NOAA maps the noise pollution we don’t hear, under the sea

The Takeaway

The National Oceanic and Atmospheric Administration is working on a project to document human-made noises in the ocean and turn them into the first large sound maps.

They hope their research will help decrease noise pollution in the ocean. 

Lelia Hatch, NOAA Ocean Noise Specialist and co-chairwoman of the project, says ocean mammals, like whales, are long-lived animals like humans and have evolved over generations. 

“Any change that we’re seeing in the way (whales) accommodate noise in their environment is happening within the lifetimes of the whales that are existing today,” she said.

Ocean animals may be able to adjust to the growth of noise in the ocean. But, Hatch says they aren’t able to adapt per se.

“They’ve evolved to a much quieter state where there wasn’t a lot of that human introduced noise,” she said.

Whales can hear sounds 1,000 kilometers away, Hatch says, or perhaps more. Take, for example, the device that’s used to map the sea floor and look for oil and gas deposits. A ship uses an array of air guns pulled behind a ship, with the sound directed down, to do the mapping.
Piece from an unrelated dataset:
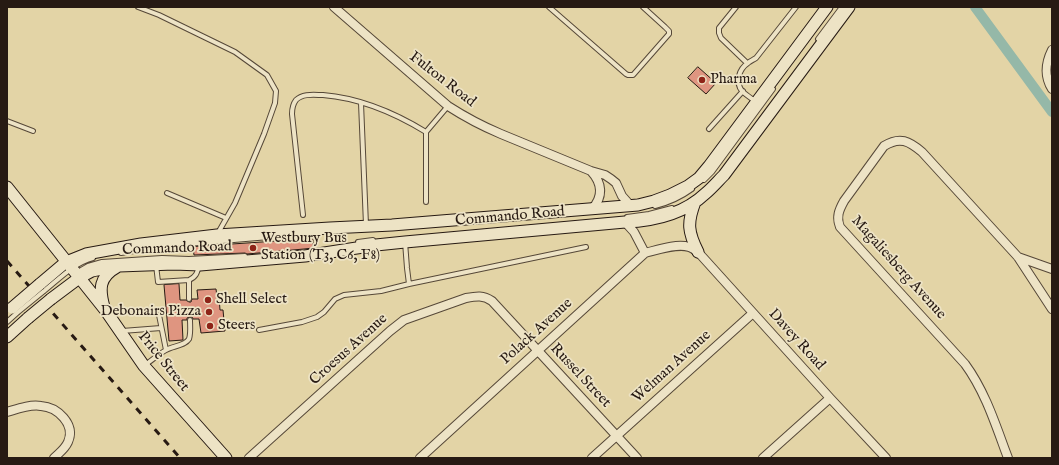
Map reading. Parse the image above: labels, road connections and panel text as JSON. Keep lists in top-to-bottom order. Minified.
{"streets":{"main road":["Commando Road","Price Street"],"street":["Fulton Road","Magaliesberg Avenue","Polack Avenue","Davey Road","Croesus Avenue","Welman Avenue","Russel Street"]},"crossings":[["Fulton Road","Commando Road"],["Commando Road","Price Street"],["Polack Avenue","Davey Road"],["Polack Avenue","Russel Street"],["Davey Road","Welman Avenue"],["Croesus Avenue","Russel Street"],["Welman Avenue","Russel Street"]],"places":["Pharma","Westbury Bus Station (T3, C6, F8)","Shell Select","Debonairs Pizza","Steers"]}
The closer the whale is to that noice, the more tones and components of the sound it can hear.

But, long distances away, a whale would hear only the lower frequency components of the sound, Hatch said. And the pulsing that’s heard is the lateral loss of energy from air gun explosions. The concern, she says, is that animals close to the air gun explosions may actually be injured by the noice.

“We mitigate those effects in various different ways to try to prevent animal’s ears being exposed to those sharp and very loud sounds,” she said. “What we’re concerned about in this project is the longer range affects of the cumulative noise produced by lots of that air gun activity in areas where we’re more prolifically looking for oil and gas.”

Hatch says NOAA is also looking into how animals might orient themselves when confronted with the organic hum, noise, from a ship. A large portion of society’s goods travel by ship, at some point, which means a great deal of noise is generated.

“All of those ships and the noise produced by their propellers the cavitation bubbles coming off those propellers — that’s what you’re hearing,” she said. “That is this large-scale hum. And the questions there become: are animals able to accommodate the loss of sensory capability because their background noise conditions are now sort of chronically louder.”